▶ _Your instructions_
Filter the data below, keeping only lines that contain "Δίος".

▶ _Data supplied_
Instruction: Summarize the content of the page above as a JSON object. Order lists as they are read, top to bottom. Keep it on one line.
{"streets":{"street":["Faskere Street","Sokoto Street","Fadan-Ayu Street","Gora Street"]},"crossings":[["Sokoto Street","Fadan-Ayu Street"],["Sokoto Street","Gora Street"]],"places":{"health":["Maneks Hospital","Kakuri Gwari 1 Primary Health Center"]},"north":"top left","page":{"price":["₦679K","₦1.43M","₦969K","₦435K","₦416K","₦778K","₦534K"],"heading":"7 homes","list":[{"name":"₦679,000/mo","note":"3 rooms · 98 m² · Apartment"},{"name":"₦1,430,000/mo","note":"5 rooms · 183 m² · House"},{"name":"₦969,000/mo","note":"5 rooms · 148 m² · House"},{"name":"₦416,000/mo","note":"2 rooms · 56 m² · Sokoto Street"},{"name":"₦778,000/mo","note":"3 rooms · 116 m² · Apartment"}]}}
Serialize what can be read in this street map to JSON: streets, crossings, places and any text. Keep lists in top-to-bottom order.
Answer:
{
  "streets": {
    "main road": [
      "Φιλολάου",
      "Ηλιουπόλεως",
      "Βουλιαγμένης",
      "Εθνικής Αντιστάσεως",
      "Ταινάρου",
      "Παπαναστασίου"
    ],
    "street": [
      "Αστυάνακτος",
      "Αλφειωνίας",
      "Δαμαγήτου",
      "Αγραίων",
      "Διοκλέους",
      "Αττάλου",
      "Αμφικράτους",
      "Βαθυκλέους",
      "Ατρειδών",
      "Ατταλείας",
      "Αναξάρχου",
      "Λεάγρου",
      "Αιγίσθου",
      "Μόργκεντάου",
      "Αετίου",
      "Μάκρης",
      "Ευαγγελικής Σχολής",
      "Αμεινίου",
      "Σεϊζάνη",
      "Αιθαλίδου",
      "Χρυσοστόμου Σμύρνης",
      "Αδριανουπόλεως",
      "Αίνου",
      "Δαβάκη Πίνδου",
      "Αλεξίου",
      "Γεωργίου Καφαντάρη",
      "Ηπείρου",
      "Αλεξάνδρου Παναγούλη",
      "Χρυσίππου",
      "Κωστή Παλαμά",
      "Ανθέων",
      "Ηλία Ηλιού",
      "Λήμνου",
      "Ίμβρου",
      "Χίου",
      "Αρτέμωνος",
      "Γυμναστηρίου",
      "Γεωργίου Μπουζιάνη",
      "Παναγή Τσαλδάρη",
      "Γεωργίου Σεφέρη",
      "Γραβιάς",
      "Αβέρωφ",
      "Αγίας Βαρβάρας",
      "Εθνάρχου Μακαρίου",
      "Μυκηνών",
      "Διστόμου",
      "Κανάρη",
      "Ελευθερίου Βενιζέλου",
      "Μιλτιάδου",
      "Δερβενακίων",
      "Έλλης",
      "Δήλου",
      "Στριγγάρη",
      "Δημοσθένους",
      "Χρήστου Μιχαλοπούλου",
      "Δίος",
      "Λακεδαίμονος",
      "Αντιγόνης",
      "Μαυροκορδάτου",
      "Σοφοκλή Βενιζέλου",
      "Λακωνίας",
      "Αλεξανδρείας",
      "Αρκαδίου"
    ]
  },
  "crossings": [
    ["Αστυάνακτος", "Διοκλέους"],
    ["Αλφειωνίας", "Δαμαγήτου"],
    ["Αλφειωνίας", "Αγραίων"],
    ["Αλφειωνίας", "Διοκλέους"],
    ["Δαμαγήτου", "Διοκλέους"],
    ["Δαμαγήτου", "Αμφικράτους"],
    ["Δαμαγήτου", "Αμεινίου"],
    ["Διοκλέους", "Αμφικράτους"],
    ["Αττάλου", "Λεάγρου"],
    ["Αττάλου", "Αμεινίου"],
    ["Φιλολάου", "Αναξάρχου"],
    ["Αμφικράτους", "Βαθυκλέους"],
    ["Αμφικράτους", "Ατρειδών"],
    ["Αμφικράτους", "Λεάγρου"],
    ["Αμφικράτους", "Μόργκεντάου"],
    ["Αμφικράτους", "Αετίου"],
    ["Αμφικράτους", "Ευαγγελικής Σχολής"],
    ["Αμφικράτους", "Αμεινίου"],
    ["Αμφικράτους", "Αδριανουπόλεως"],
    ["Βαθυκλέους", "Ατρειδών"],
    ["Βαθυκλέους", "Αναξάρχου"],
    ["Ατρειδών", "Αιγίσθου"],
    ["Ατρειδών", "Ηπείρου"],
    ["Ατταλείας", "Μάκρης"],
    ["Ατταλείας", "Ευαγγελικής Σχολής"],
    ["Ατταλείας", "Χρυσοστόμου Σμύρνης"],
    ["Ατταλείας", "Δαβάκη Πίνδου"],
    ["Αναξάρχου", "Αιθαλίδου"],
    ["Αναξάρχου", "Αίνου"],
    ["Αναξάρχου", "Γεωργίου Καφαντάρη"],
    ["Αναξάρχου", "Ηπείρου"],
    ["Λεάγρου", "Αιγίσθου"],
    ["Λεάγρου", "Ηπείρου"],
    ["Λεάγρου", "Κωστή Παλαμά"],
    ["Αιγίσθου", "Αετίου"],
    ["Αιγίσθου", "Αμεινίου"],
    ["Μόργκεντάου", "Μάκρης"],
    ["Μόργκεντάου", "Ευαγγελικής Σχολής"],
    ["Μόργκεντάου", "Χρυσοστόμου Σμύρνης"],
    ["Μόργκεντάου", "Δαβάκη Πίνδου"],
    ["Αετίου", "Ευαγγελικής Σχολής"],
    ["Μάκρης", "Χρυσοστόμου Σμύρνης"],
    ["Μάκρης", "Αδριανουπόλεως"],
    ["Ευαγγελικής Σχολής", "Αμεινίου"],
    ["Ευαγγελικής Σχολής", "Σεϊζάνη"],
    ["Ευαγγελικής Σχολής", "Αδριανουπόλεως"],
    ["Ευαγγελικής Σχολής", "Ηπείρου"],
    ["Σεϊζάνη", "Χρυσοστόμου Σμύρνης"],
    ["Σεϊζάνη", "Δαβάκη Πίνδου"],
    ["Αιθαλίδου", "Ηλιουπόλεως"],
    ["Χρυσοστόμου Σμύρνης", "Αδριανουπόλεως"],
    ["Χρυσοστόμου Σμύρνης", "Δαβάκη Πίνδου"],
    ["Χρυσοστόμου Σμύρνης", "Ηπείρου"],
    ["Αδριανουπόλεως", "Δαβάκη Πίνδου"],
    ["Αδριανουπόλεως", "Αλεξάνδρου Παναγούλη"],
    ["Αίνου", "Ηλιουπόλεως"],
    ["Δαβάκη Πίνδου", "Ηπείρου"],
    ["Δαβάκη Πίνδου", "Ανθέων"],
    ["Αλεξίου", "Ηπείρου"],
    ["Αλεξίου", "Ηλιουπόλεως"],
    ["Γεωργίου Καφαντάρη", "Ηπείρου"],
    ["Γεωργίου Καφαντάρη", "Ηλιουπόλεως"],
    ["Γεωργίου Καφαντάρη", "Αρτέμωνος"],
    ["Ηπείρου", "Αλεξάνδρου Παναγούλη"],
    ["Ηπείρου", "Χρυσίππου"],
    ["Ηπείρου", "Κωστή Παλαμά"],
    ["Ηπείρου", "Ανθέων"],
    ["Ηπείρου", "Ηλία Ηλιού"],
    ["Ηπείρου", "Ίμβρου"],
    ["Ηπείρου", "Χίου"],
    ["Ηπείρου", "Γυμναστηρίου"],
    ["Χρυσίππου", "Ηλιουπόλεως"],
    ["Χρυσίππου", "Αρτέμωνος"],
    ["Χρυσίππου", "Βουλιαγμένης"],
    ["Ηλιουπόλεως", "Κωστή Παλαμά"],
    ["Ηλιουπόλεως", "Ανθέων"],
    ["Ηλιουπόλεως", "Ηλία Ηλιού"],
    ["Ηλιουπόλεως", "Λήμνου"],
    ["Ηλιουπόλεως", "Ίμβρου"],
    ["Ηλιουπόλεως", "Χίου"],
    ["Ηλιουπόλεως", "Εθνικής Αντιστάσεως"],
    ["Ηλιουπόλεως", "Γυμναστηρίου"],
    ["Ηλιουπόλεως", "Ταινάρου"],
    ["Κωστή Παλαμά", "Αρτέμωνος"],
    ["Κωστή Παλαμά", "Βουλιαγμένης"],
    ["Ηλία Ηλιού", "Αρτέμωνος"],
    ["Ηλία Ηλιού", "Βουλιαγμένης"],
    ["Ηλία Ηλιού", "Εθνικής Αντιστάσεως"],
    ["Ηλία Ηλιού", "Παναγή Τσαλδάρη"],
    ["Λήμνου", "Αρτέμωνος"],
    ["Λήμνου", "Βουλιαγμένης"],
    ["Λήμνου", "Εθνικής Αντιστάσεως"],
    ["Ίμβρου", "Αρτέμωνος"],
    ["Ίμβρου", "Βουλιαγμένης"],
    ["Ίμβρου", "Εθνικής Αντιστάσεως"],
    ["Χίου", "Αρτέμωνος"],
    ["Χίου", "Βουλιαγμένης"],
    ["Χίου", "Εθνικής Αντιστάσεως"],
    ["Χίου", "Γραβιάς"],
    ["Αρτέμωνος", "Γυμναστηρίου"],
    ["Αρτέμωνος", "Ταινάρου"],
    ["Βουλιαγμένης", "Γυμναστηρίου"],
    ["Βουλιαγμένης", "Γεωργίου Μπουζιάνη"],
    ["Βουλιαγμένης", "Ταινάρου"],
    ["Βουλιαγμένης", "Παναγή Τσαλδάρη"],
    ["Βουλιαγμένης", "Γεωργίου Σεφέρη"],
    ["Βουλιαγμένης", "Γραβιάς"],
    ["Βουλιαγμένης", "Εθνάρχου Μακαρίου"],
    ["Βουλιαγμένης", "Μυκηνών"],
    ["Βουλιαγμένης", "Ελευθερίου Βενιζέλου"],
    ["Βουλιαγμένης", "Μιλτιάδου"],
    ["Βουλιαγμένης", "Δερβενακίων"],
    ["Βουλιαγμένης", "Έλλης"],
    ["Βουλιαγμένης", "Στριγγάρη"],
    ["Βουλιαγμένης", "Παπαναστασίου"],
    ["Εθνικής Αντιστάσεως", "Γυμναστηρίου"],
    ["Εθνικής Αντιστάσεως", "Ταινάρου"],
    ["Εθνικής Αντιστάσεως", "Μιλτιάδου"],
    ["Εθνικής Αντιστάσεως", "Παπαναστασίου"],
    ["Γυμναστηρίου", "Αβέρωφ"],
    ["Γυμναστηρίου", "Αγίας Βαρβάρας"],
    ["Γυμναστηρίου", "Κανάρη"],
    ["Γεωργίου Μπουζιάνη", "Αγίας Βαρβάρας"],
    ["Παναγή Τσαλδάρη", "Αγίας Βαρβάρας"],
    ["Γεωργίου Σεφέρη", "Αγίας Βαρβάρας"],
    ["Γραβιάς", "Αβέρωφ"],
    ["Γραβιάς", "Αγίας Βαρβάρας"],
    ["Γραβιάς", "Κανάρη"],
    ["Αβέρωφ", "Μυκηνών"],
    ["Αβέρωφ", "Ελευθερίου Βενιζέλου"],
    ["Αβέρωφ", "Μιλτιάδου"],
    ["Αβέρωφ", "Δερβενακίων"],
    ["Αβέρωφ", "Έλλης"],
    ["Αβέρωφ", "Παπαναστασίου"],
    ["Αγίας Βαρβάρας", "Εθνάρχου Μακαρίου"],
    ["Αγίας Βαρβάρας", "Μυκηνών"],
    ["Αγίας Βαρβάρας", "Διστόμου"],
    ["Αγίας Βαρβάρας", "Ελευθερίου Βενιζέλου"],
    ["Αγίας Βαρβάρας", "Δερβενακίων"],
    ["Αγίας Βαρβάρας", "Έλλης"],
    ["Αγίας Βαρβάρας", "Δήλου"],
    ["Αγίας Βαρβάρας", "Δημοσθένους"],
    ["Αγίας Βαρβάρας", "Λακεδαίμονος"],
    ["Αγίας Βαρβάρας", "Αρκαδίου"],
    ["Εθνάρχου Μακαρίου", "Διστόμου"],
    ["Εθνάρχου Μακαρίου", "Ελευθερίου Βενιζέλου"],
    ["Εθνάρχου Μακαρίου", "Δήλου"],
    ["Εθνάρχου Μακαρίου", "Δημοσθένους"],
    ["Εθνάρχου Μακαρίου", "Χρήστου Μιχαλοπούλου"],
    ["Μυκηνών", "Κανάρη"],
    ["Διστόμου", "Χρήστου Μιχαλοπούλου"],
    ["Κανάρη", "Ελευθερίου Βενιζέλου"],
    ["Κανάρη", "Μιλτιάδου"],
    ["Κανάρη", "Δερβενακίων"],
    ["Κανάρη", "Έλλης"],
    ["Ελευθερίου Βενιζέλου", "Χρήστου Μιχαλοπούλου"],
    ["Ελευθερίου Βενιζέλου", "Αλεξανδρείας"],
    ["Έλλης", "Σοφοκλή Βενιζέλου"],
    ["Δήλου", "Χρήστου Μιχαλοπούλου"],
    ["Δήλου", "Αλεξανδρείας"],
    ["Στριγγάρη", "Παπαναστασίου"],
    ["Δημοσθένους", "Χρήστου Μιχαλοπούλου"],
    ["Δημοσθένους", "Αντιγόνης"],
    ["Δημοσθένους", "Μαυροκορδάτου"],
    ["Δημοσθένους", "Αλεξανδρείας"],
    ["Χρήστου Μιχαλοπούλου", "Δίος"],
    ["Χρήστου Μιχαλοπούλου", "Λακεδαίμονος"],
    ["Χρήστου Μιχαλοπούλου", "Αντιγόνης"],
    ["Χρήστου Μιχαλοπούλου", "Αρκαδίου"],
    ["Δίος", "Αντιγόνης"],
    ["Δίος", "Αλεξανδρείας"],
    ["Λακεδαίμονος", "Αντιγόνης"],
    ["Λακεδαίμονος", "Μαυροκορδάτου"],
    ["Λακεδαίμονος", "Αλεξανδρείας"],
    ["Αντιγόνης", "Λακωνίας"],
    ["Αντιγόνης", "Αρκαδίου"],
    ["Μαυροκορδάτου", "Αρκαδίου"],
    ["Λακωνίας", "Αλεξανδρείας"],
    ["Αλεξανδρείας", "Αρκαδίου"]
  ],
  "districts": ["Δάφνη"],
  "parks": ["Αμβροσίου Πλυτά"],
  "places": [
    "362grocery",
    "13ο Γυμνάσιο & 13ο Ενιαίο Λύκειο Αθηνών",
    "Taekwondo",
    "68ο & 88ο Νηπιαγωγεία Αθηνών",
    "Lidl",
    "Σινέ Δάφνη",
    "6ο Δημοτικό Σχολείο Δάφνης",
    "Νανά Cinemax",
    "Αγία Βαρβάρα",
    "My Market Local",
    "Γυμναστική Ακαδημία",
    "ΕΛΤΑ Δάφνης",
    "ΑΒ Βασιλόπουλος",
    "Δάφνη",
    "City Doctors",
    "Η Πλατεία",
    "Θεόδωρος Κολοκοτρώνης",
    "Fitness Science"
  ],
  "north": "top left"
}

▶ _Output of the task_
      "Δίος",
    ["Χρήστου Μιχαλοπούλου", "Δίος"],
    ["Δίος", "Αντιγόνης"],
    ["Δίος", "Αλεξανδρείας"],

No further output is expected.